In fact, it looked as if Okeke was irreplaceable as his teammates struggled through a first half in which they made only 3 of 11 shots from the beyond the arc, the bombs-away zone that has accounted for 43.5 percent of the team’s offense. Instead, they shot air balls and watched as free throws that looked good suddenly spun up and out of the basket. Still, they headed into the locker room at halftime trailing the Wildcats by 35-30.
Then Okeke showed up. Before the bus pulled out Sunday morning, Pearl left it up to Okeke to decide where he wanted to watch the game. He was in terrible pain and decided to stay in the hotel with family members. He changed his mind late in the first half and appeared on the sidelines in a wheelchair.
“I asked him before the game if he was going to come,” Bryce Brown said. “Emotionally, he said, ‘I’m in too much pain to come.’”
Samir Doughty said Okeke’s appearance, after his initial reluctance, said a lot.
“That goes to show how great of a teammate he is, honestly, for him to show up, knowing how much pain he was in,” Doughty said.
Suddenly, the fifth-seeded Tigers found their range.
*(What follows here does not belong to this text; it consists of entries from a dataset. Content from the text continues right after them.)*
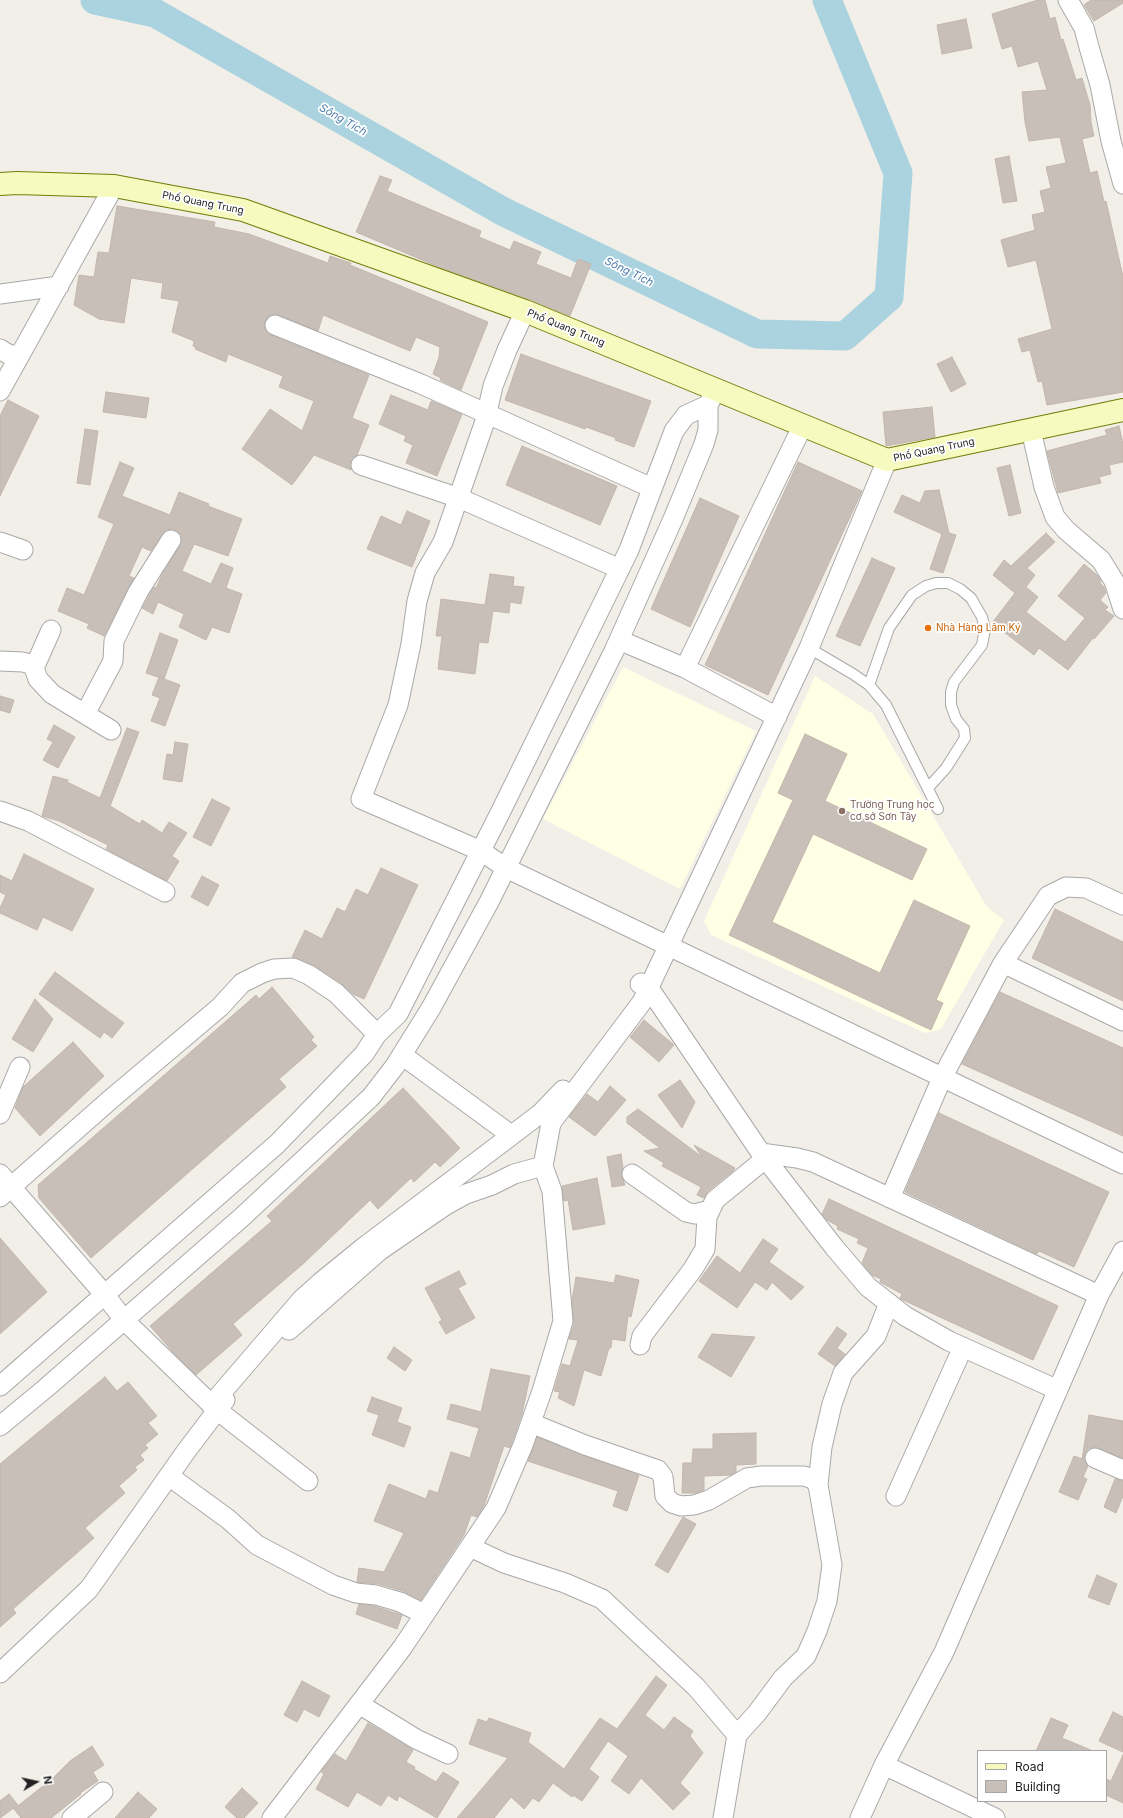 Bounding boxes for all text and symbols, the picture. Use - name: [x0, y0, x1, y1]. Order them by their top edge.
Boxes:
- water label: Sông Tích: [317, 101, 369, 139]
- street label: Phố Quang Trung: [161, 189, 245, 217]
- water label: Sông Tích: [602, 255, 656, 289]
- street label: Phố Quang Trung: [525, 307, 607, 349]
- street label: Phố Quang Trung: [892, 436, 976, 464]
- place label: Nhà Hàng Lâm Ký: [936, 622, 1021, 634]
- marker: Nhà Hàng Lâm Ký: [923, 623, 933, 633]
- place label: Trường Trung học cơ sở Sơn Tây: [850, 799, 934, 822]
- marker: Trường Trung học cơ sở Sơn Tây: [837, 806, 847, 816]
- legend: [977, 1750, 1107, 1802]
- text: Road: [1015, 1759, 1044, 1774]
- north arrow: [16, 1762, 56, 1802]
- text: N: [40, 1775, 55, 1785]
- text: Building: [1015, 1779, 1060, 1794]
Kentucky’s P. J. Washington and Keldon Johnson didn’t seem as long and elastic as they had, clogging passing lanes and pinning shots to the glass. Instead, Doughty put the handcuffs on Kentucky’s sharpshooter Tyler Herro, who finished with just 7 points.
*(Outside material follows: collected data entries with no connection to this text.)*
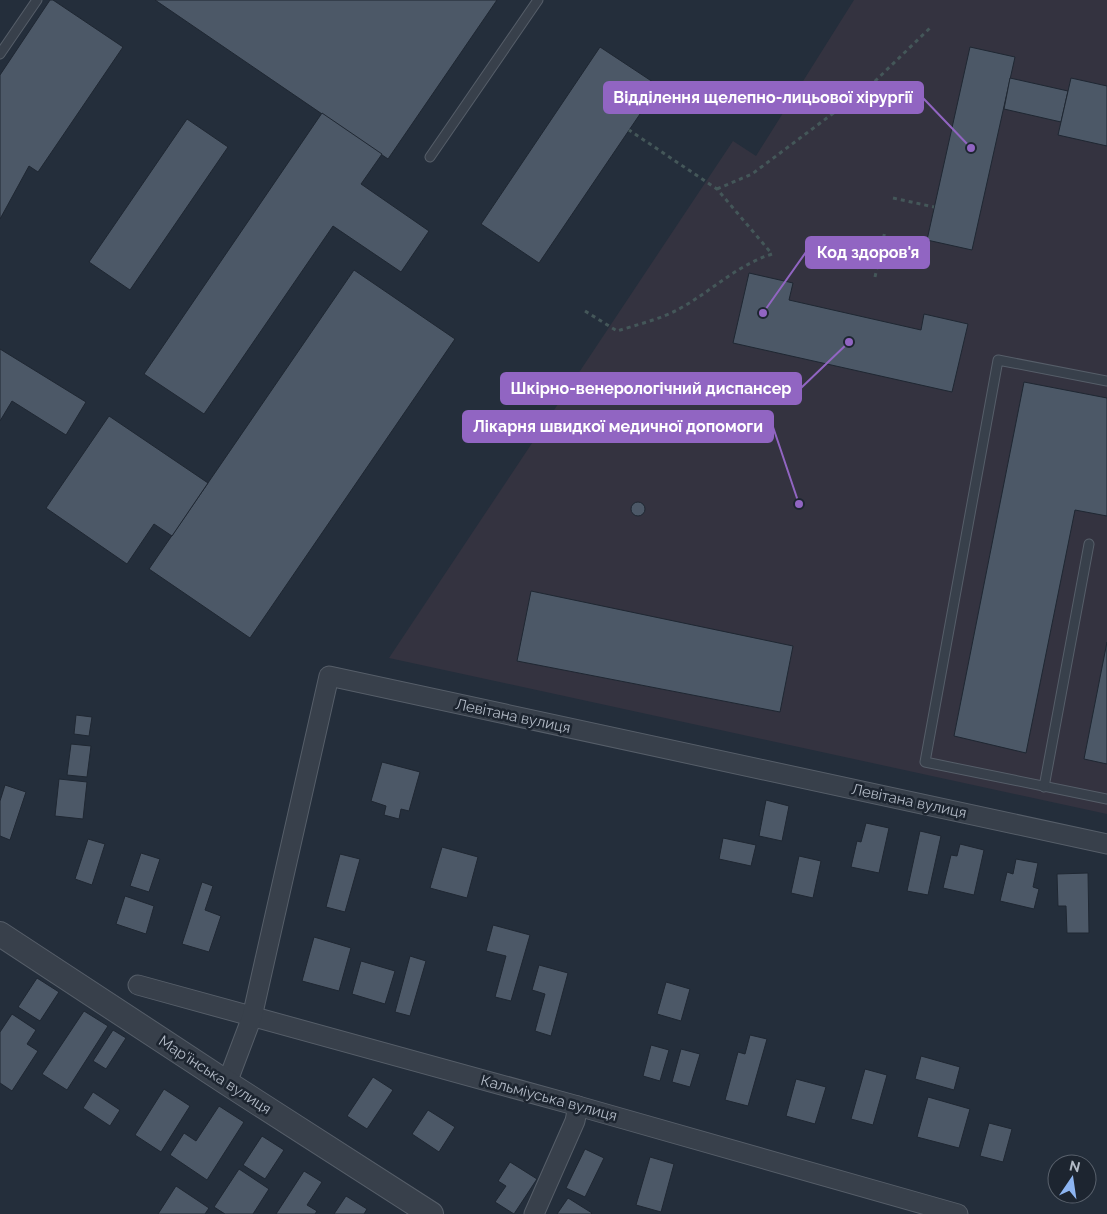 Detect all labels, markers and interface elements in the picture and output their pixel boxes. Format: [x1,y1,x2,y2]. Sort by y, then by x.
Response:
callout: Відділення щелепно-лицьової хірургії [604,82,923,113]
text: Відділення щелепно-лицьової хірургії [613,88,914,107]
callout: Код здоров'я [806,237,929,268]
text: Код здоров'я [817,243,919,262]
callout: Шкірно-венерологічний диспансер [501,373,801,404]
text: Шкірно-венерологічний диспансер [511,379,791,398]
callout: Лікарня швидкої медичної допомоги [463,411,773,442]
text: Лікарня швидкої медичної допомоги [473,417,763,436]
street label: Левітана вулиця [454,695,572,737]
street label: Левітана вулиця [850,780,968,822]
street label: Мар'їнська вулиця [155,1032,275,1118]
street label: Кальміуська вулиця [479,1071,619,1125]
north arrow [1047,1154,1097,1204]
text: N [1068,1157,1082,1175] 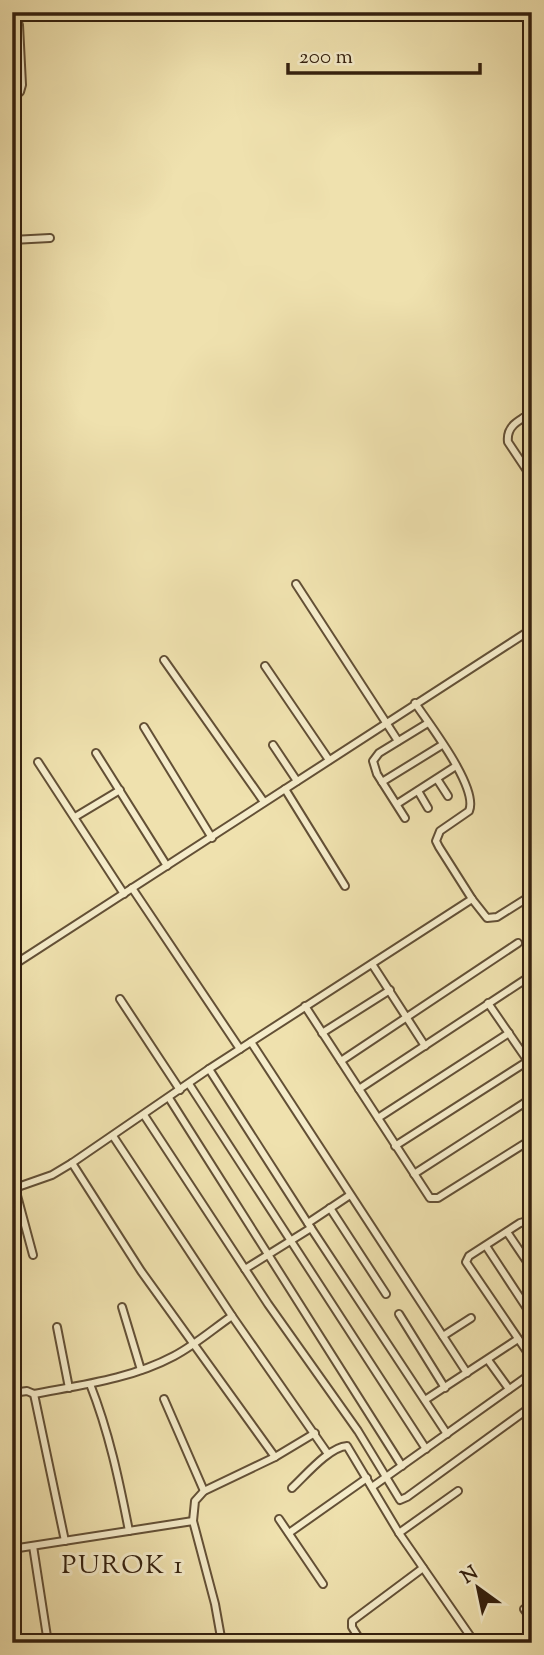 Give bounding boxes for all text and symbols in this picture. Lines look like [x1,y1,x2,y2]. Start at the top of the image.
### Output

“He locked him up, and that was huge,” Pearl said.
Now Kentucky was the flailing team. The ball clanged off the backboard, and the Tigers were far more aggressive at plucking rebounds.
“They pressured us on defense,” said Washington, who led Kentucky with 28 points. “They tried to make all the catches hard, and they were boxing out and getting rebounds. They forced us to get one shot up and got back in transition and scored every time.”
Three balls, as the Tigers like to call their choice of shot, were hard to come by, so Auburn guards Jared Harper and Brown took the ball straight to the Wildcats. Brown looked as if he had been plucked from a 1950s highlight reel with pull-up midrange jumpers.
“I took what they gave me,” said Brown, who had 24 points. “We did this whole thing for Chuma, but we missed him. I knew I had to be big. No matter if I was going to go 0 for 20 or 20 for 20, I had to be big for my team.”
Harper, barely 5 feet 11 inches, slashed and slipped through the Kentucky defense at breakneck speed, scoring 12 points in overtime.
“It was a tough game, a tough fight,” said Harper, who finished with 26 points and was named the Midwest Region’s most outstanding player. “It’s a tribute to all my teammates and how hard we played this whole game. We stayed together to continue to do what we did.”
The Auburn Tigers are no longer overlooked. They are no longer mutts.
They go by a new name.
“When your kids play hard, play unselfishly and together,” Pearl said. “Obviously, they’re the Cinderellas of this tournament.”